[Saved entries]
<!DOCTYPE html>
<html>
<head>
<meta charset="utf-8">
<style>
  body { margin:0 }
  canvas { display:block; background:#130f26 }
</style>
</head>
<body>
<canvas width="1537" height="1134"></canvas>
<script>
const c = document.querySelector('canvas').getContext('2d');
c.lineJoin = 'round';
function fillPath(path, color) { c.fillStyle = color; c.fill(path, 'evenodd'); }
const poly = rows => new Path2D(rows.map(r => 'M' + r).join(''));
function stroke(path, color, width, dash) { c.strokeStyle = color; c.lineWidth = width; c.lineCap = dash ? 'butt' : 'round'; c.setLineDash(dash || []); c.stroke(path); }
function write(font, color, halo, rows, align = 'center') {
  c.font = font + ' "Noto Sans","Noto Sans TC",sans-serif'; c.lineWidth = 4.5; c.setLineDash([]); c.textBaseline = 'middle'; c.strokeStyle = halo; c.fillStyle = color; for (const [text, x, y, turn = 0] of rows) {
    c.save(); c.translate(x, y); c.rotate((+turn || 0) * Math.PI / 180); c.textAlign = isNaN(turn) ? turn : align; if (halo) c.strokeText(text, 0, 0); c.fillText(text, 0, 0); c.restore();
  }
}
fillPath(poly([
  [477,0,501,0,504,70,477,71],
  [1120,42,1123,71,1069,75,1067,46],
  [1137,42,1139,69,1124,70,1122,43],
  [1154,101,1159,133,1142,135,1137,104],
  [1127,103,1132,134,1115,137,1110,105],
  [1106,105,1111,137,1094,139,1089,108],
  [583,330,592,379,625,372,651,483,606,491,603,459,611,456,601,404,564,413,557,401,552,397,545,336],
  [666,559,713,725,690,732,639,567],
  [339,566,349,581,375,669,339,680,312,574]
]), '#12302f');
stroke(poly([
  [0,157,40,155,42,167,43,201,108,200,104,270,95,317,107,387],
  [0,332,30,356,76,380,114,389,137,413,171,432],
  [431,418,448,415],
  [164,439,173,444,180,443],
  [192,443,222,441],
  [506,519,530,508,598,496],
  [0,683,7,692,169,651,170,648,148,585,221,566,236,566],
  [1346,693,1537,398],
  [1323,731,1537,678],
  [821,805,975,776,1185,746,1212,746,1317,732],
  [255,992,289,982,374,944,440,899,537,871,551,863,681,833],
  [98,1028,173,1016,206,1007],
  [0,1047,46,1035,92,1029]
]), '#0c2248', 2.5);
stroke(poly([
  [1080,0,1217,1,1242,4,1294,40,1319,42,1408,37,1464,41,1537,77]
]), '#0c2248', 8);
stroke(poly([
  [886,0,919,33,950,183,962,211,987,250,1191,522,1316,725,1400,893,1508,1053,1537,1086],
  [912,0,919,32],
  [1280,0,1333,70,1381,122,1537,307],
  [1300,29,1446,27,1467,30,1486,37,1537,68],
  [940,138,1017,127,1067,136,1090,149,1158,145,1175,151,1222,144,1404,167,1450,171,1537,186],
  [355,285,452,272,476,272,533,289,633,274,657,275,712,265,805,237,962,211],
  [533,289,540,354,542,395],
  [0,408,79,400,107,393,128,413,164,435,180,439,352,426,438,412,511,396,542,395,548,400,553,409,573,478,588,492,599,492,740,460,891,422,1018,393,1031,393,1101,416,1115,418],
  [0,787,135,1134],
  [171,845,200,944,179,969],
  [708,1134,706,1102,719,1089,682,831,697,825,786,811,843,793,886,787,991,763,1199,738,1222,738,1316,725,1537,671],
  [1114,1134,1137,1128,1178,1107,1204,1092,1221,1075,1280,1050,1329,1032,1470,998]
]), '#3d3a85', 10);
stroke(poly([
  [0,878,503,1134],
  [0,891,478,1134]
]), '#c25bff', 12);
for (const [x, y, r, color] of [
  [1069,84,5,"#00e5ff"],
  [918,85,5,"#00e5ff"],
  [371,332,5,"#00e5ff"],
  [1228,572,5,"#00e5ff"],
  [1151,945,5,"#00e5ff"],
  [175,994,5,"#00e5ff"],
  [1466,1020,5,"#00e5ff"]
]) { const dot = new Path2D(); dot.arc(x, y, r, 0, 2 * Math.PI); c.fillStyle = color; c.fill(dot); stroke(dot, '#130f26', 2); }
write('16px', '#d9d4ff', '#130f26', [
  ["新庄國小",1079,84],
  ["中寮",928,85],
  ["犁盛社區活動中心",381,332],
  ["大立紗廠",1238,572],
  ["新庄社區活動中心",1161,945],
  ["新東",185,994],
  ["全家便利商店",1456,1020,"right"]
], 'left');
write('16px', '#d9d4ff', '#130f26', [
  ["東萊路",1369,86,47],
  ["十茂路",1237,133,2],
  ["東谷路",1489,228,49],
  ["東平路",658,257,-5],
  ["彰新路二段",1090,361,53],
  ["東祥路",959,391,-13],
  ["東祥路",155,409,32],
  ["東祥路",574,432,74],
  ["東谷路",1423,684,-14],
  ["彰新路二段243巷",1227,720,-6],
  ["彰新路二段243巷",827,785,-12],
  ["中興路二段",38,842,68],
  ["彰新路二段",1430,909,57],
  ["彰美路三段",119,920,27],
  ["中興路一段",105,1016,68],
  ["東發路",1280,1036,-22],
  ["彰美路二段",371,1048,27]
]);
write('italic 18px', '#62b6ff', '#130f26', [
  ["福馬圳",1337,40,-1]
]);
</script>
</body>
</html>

*Exercise goal:*
I'd like the lines above from the one with "function stroke(path, color, width, dash)" up to and including the one with "c.font = font" copied exactly, with no other lines.

*Response to the exercise:*
function stroke(path, color, width, dash) { c.strokeStyle = color; c.lineWidth = width; c.lineCap = dash ? 'butt' : 'round'; c.setLineDash(dash || []); c.stroke(path); }
function write(font, color, halo, rows, align = 'center') {
  c.font = font + ' "Noto Sans","Noto Sans TC",sans-serif'; c.lineWidth = 4.5; c.setLineDash([]); c.textBaseline = 'middle'; c.strokeStyle = halo; c.fillStyle = color; for (const [text, x, y, turn = 0] of rows) {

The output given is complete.